The Blake Project, the brand consultancy behind Branding Strategy Insider, delivers interactive brand education workshops and keynote speeches designed to align marketers on essential concepts in brand management and empower them to release the full potential of the brands they manage.
Dave, a Strategy Director in Eindhoven, The Netherlands asks:
"As in previous downturns, any campaign or promotion proposal has to stand up to ROI scrutiny if it is to make it beyond the concept stage. Do you have any advice for the setting up and measurement of ROI in the current climate?"
Dave, we appreciate your question. As you probably know, it is very difficult, if not impossible, to measure ROI for most brand equity building activities, which tend to have a slow, integrated and cumulative impact over the long-term.
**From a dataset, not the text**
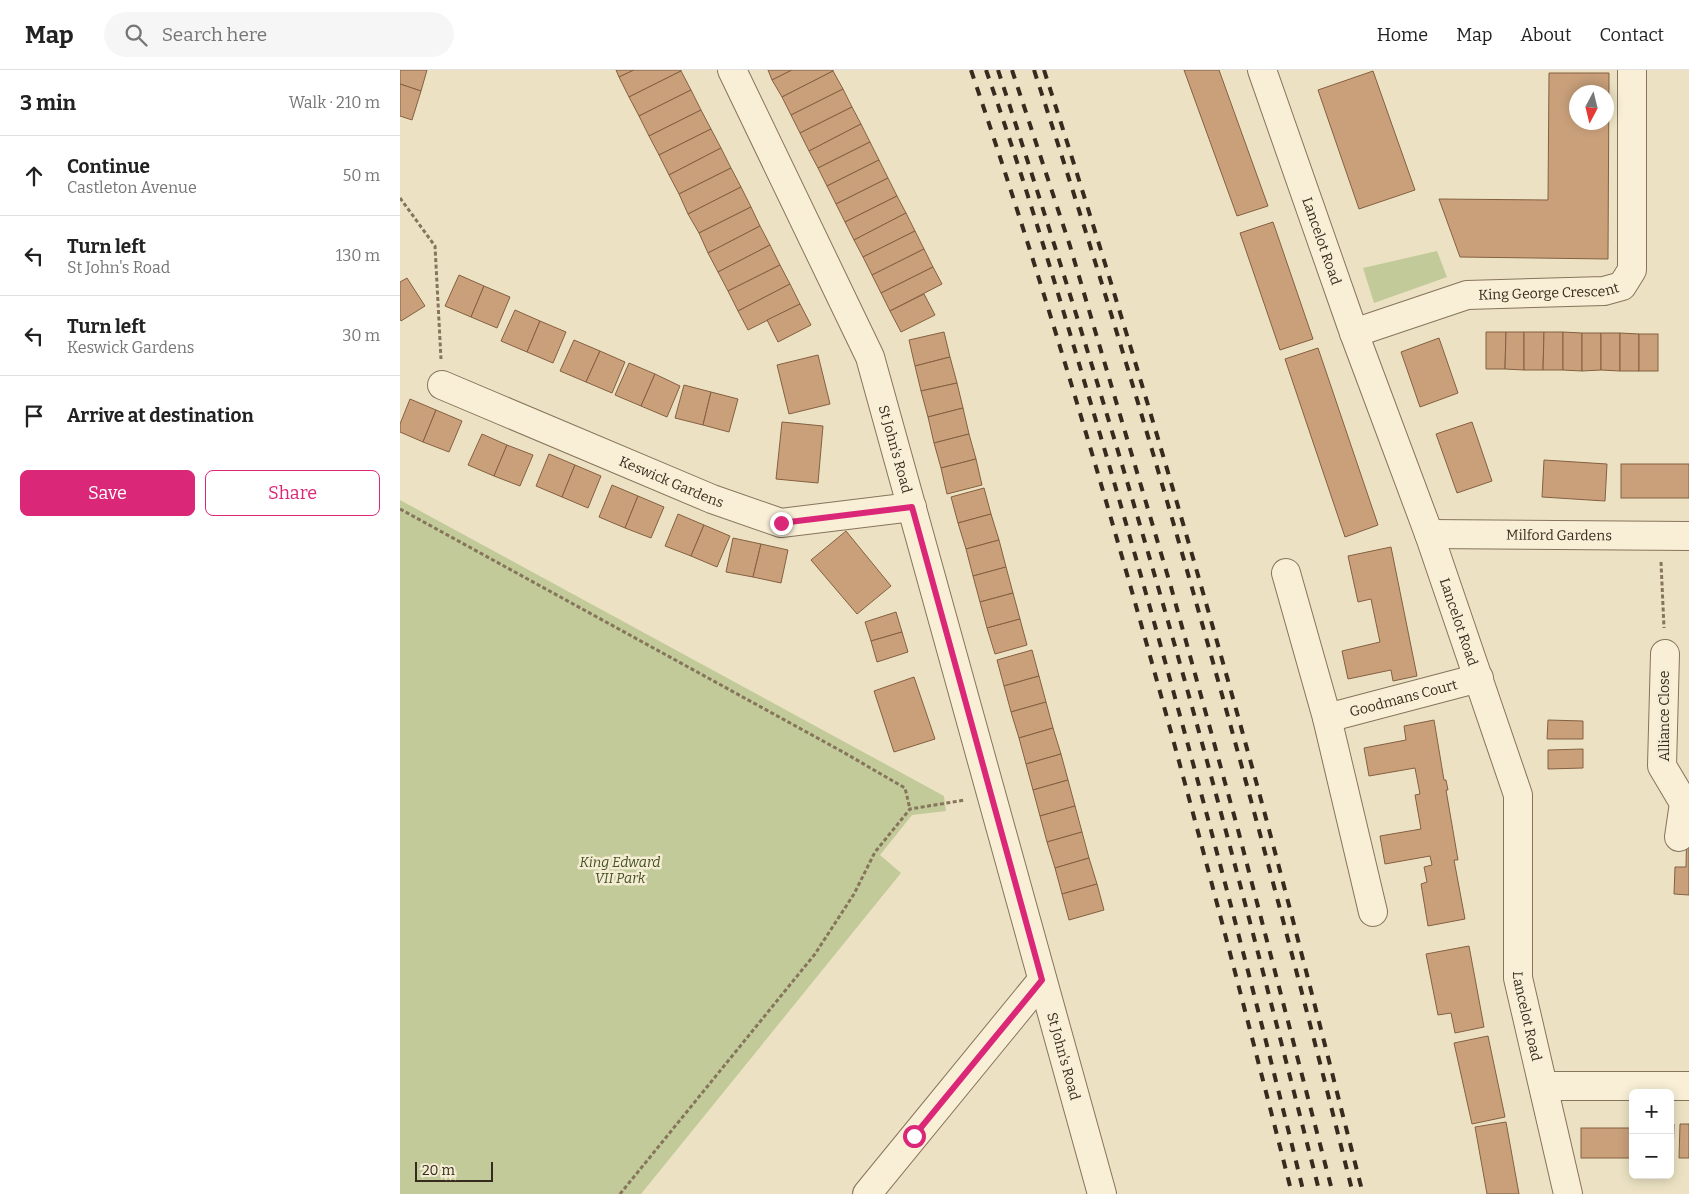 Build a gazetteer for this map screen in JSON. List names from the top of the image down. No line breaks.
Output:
{"streets":{"street":["Lancelot Road","King George Crescent","St John's Road","Keswick Gardens","Milford Gardens","Goodmans Court","Alliance Close"]},"crossings":[["Lancelot Road","King George Crescent"],["Lancelot Road","Milford Gardens"],["Lancelot Road","Goodmans Court"],["St John's Road","Keswick Gardens"]],"parks":["King Edward VII Park"],"scale_bar":"20 m","north":"bottom","page":{"header":"Map","search":"Search here","nav":["Home","Map","About","Contact"],"heading":["3 min","Walk · 210 m"],"list":[["Continue","Castleton Avenue","50 m"],["Turn left","St John's Road","130 m"],["Turn left","Keswick Gardens","30 m"],"Arrive at destination"],"buttons":["Save","Share"],"map_buttons":["+","−"],"scale":"20 m"}}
Luckily, it is much easier to measure ROI for many shorter-term brand and product marketing activities, which tend to focus on triggering a sale or at least a sales lead. Here is what I would focus on:
• Highly customer-targeted Internet marketing activities such as keyword searches and other measurable actions
• Direct marketing of any type including online newsletter-related offers, email campaigns and direct mail – you can measure ROI for all direct marketing activities
• Any highly targeted lead generation actions such as trade show offers (providing that you carefully track the progress of the leads throughout the sales process)
• Publicity-related actions – while these are not always measurable, they are relatively inexpensive (usually incurring just a PR person’s time) with potentially big impact and the added benefit of being more believable than ads
• Customer appreciation events and activities, especially if you can incorporate add-on sales and encourage customer referrals through them
• Online guerilla marketing activities – like publicity, these are mostly time- not cost-intensive
Finally, I would caution you that companies that continue to invest in brand building activities during economic downturns emerge from those downturns with greater brand awareness and sales momentum than do competing brands that have cut back on their brand building activities during the downturns. What P&G did in 1929 is enough proof for most.
I wish you much success with your recession marketing efforts.